On the other hand, school may be the one place where some students find acceptance in a way they don’t receive it at home. It may be a source of stability in a chaotic life. It may be the one place that they receive breakfast and lunch every day. 

When people rant that school “should just be about learning” with demands to strip out anything they don’t like, they forget that school is about “learning and.” Education is a process, an experience. It is not separate from life, but connected and relevant to it. 

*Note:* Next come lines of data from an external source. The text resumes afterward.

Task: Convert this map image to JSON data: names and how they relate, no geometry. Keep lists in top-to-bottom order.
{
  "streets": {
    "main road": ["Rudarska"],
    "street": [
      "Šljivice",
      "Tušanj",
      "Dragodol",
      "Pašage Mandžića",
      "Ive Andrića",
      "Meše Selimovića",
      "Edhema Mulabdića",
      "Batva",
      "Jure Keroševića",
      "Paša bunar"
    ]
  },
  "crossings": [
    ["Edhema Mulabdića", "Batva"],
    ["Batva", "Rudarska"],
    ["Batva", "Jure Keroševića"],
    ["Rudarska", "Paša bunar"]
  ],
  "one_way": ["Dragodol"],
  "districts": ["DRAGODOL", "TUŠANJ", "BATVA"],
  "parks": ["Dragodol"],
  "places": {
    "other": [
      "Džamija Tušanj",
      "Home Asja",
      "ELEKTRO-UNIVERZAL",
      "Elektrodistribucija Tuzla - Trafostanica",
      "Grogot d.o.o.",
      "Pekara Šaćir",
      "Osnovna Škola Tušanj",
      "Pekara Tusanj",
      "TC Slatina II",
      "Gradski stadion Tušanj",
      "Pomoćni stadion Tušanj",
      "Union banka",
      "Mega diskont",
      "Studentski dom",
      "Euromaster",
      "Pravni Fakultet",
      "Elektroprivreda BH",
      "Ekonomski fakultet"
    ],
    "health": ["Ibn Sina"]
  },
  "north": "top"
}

  • Learning and human growth
  • Learning and the student’s daily life/experiences
  • Learning and the community 
  • Learning and self-concept/identity 
Learning cannot exist in a vacuum. It is not filling canned goods on an assembly line. All truly good teachers know this. If you can remember a good teacher who made a difference in your life, long after your school years are over, it is because of this. Often the reason a teacher can light up an area of study for students is because of their deep understanding of the students, not merely the content area.

Superintendent of Schools Dr. Michael Martirano has made it a point to emphasize this during his tenure.

In order to teach a child well, you must know a child well.

I don’t know if some of our current school critics understand what that means. It takes just as much work, perhaps more, than mastery of one’s content area. You can’t just rip open a box of Instant Teacher and dump the content out over a group of students.

Well, you could try. It would not be pretty.

I saw this photo yesterday and it put me in mind of going back to school.

Image by April Soetarman, Weird Side Projects*

As an early childhood educator I used to spend time in every parent teacher conference emphasizing the important qualities I hoped to see (and foster) in each child: curiousity, willingness to take risks, a positive self-concept, kindness, the capacity for enjoyment These are all essential ingredients for learning and also for a happy and meaningful life. 

Many parents came in to those conferences wanting to talk about alphabet recognition, pre-reading skills, handwriting, counting, and all the topics they were sure meant “success” in kindergarten. Of course we talked about those but in the context of who the child was: how they learned best, and where they were going.

Can we as adults be comfortable with encouraging our children to go forth and make glorious new mistakes? It’s hard sometimes. We have so much invested in them and we always, at heart, want to see them “get it right.” But they only learn through doing. Doing comes with the possibility of mistakes. 

The opportunity for learning is in how the student is treated in that moment. Are they shamed or supported? Are they lectured to “go do it the right way” or encouraged to examine what they did and how they got there? Can they take away from that experience something that will help them in the future?

Oh, what a challenge that is, both for parents and teachers. We have to exercise those muscles that allow children and young people the room to choose and sometimes to fail. To make glorious new mistakes. It can be a tremendous struggle and I know that I have sometimes failed - -  both as a parent and a teacher. 

Going back to school after a vacation is an opportunity for all of us to reset. Why not take this time to let go of making the same old mistakes and embrace making glorious new mistakes? 

* Weird Side Projects: Experiments in code, text, street art, food, and feelings. Works by A.Soetarman.